Dataset records:
..........
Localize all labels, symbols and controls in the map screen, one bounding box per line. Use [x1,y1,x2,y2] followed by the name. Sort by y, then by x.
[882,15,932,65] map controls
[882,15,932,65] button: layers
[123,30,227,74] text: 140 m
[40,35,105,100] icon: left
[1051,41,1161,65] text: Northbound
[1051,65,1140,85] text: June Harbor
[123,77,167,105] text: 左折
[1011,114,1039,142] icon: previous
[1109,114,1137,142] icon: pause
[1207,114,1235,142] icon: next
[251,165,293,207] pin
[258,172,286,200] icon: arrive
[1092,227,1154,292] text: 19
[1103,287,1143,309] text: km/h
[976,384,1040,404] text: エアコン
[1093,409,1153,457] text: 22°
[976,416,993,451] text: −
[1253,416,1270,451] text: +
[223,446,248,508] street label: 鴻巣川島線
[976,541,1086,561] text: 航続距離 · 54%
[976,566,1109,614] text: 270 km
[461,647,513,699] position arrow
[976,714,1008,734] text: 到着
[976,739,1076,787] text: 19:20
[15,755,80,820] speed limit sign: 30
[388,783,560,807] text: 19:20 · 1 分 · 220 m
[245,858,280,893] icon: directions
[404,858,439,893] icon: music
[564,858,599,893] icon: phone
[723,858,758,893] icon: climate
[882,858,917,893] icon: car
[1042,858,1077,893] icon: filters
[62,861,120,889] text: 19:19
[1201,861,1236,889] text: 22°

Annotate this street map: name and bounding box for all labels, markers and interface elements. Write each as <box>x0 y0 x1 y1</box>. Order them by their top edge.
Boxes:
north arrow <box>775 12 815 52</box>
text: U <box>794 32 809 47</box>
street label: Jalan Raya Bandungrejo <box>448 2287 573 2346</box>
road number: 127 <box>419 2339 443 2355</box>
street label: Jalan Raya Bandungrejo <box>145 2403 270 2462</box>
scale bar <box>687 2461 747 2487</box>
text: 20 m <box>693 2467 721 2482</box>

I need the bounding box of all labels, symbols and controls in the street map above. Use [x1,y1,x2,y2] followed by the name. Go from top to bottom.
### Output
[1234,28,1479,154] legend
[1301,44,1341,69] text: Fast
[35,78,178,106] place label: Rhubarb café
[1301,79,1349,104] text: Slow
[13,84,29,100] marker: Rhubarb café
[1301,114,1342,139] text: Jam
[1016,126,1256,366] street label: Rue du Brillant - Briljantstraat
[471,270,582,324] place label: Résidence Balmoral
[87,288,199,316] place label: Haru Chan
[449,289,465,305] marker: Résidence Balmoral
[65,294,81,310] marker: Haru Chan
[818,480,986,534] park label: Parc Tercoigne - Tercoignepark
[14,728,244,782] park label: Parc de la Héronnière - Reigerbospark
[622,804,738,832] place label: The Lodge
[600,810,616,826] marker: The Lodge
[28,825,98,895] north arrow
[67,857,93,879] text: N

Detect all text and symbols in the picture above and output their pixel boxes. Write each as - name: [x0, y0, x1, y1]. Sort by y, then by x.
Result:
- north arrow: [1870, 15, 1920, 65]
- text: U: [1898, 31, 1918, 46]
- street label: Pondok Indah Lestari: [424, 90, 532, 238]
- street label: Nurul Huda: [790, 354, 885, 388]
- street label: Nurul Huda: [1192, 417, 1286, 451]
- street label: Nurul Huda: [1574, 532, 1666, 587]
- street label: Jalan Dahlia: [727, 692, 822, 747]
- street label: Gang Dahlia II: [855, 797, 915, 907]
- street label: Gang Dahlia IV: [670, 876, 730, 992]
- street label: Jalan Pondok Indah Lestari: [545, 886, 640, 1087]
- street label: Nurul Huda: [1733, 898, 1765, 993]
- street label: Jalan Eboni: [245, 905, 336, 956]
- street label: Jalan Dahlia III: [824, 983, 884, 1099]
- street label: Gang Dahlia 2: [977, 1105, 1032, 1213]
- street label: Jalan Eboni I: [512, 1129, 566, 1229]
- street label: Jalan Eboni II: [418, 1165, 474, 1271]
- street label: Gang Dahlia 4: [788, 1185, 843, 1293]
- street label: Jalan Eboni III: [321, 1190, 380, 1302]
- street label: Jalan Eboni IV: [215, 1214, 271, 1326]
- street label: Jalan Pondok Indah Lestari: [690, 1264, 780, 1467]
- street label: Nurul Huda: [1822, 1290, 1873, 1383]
..........
WHAT NEEDS TO BE DONE -> Above are the records; please copy exactly their first line and each line after it through the line containing "I need the bounding", and no line after that.

EXERCISE RESULT ->
Localize all labels, symbols and controls in the map screen, one bounding box per line. Use [x1,y1,x2,y2] followed by the name. Sort by y, then by x.
[882,15,932,65] map controls
[882,15,932,65] button: layers
[123,30,227,74] text: 140 m
[40,35,105,100] icon: left
[1051,41,1161,65] text: Northbound
[1051,65,1140,85] text: June Harbor
[123,77,167,105] text: 左折
[1011,114,1039,142] icon: previous
[1109,114,1137,142] icon: pause
[1207,114,1235,142] icon: next
[251,165,293,207] pin
[258,172,286,200] icon: arrive
[1092,227,1154,292] text: 19
[1103,287,1143,309] text: km/h
[976,384,1040,404] text: エアコン
[1093,409,1153,457] text: 22°
[976,416,993,451] text: −
[1253,416,1270,451] text: +
[223,446,248,508] street label: 鴻巣川島線
[976,541,1086,561] text: 航続距離 · 54%
[976,566,1109,614] text: 270 km
[461,647,513,699] position arrow
[976,714,1008,734] text: 到着
[976,739,1076,787] text: 19:20
[15,755,80,820] speed limit sign: 30
[388,783,560,807] text: 19:20 · 1 分 · 220 m
[245,858,280,893] icon: directions
[404,858,439,893] icon: music
[564,858,599,893] icon: phone
[723,858,758,893] icon: climate
[882,858,917,893] icon: car
[1042,858,1077,893] icon: filters
[62,861,120,889] text: 19:19
[1201,861,1236,889] text: 22°

Annotate this street map: name and bounding box for all labels, markers and interface elements. Write each as <box>x0 y0 x1 y1</box>. Order them by their top edge.
Boxes:
north arrow <box>775 12 815 52</box>
text: U <box>794 32 809 47</box>
street label: Jalan Raya Bandungrejo <box>448 2287 573 2346</box>
road number: 127 <box>419 2339 443 2355</box>
street label: Jalan Raya Bandungrejo <box>145 2403 270 2462</box>
scale bar <box>687 2461 747 2487</box>
text: 20 m <box>693 2467 721 2482</box>

I need the bounding box of all labels, symbols and controls in the street map above. Use [x1,y1,x2,y2] followed by the name. Go from top to bottom.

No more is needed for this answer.